→ EXERCISE INSTRUCTIONS
Please retype all of the following entries exactly.

(MATERIAL TO PROCESS)

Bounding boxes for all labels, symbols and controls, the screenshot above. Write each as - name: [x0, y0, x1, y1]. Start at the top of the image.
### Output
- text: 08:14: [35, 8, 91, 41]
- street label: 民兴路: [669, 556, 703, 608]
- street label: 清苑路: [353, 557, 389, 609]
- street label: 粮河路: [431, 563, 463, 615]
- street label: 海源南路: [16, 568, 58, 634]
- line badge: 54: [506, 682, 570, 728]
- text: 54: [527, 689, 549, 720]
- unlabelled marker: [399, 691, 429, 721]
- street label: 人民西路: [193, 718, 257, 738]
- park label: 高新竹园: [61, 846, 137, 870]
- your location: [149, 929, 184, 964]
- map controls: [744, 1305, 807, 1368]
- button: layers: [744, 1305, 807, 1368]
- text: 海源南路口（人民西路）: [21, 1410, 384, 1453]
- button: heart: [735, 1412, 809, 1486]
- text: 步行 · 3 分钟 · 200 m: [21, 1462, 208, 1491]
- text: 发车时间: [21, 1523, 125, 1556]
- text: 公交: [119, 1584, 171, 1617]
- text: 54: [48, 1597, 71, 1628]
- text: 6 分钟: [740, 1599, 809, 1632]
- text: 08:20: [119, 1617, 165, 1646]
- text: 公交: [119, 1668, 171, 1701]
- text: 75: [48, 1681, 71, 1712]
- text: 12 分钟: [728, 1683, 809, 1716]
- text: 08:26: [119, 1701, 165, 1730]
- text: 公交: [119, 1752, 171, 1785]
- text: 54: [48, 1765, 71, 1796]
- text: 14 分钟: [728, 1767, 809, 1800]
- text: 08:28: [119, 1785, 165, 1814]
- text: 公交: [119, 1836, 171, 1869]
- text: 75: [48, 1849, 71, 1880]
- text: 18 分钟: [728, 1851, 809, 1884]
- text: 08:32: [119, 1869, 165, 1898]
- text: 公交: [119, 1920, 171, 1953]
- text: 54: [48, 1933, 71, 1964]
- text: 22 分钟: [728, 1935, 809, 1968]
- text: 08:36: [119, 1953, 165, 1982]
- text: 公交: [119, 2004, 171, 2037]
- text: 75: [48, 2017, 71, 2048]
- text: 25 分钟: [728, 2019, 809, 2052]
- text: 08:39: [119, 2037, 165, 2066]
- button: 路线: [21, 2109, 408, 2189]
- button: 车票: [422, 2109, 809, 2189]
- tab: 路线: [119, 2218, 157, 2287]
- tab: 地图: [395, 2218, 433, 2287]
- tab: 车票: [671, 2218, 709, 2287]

(End MATERIAL TO PROCESS)

→ EXERCISE RESULT
Bounding boxes for all labels, symbols and controls, the screenshot above. Write each as - name: [x0, y0, x1, y1]. Start at the top of the image.
### Output
- text: 08:14: [35, 8, 91, 41]
- street label: 民兴路: [669, 556, 703, 608]
- street label: 清苑路: [353, 557, 389, 609]
- street label: 粮河路: [431, 563, 463, 615]
- street label: 海源南路: [16, 568, 58, 634]
- line badge: 54: [506, 682, 570, 728]
- text: 54: [527, 689, 549, 720]
- unlabelled marker: [399, 691, 429, 721]
- street label: 人民西路: [193, 718, 257, 738]
- park label: 高新竹园: [61, 846, 137, 870]
- your location: [149, 929, 184, 964]
- map controls: [744, 1305, 807, 1368]
- button: layers: [744, 1305, 807, 1368]
- text: 海源南路口（人民西路）: [21, 1410, 384, 1453]
- button: heart: [735, 1412, 809, 1486]
- text: 步行 · 3 分钟 · 200 m: [21, 1462, 208, 1491]
- text: 发车时间: [21, 1523, 125, 1556]
- text: 公交: [119, 1584, 171, 1617]
- text: 54: [48, 1597, 71, 1628]
- text: 6 分钟: [740, 1599, 809, 1632]
- text: 08:20: [119, 1617, 165, 1646]
- text: 公交: [119, 1668, 171, 1701]
- text: 75: [48, 1681, 71, 1712]
- text: 12 分钟: [728, 1683, 809, 1716]
- text: 08:26: [119, 1701, 165, 1730]
- text: 公交: [119, 1752, 171, 1785]
- text: 54: [48, 1765, 71, 1796]
- text: 14 分钟: [728, 1767, 809, 1800]
- text: 08:28: [119, 1785, 165, 1814]
- text: 公交: [119, 1836, 171, 1869]
- text: 75: [48, 1849, 71, 1880]
- text: 18 分钟: [728, 1851, 809, 1884]
- text: 08:32: [119, 1869, 165, 1898]
- text: 公交: [119, 1920, 171, 1953]
- text: 54: [48, 1933, 71, 1964]
- text: 22 分钟: [728, 1935, 809, 1968]
- text: 08:36: [119, 1953, 165, 1982]
- text: 公交: [119, 2004, 171, 2037]
- text: 75: [48, 2017, 71, 2048]
- text: 25 分钟: [728, 2019, 809, 2052]
- text: 08:39: [119, 2037, 165, 2066]
- button: 路线: [21, 2109, 408, 2189]
- button: 车票: [422, 2109, 809, 2189]
- tab: 路线: [119, 2218, 157, 2287]
- tab: 地图: [395, 2218, 433, 2287]
- tab: 车票: [671, 2218, 709, 2287]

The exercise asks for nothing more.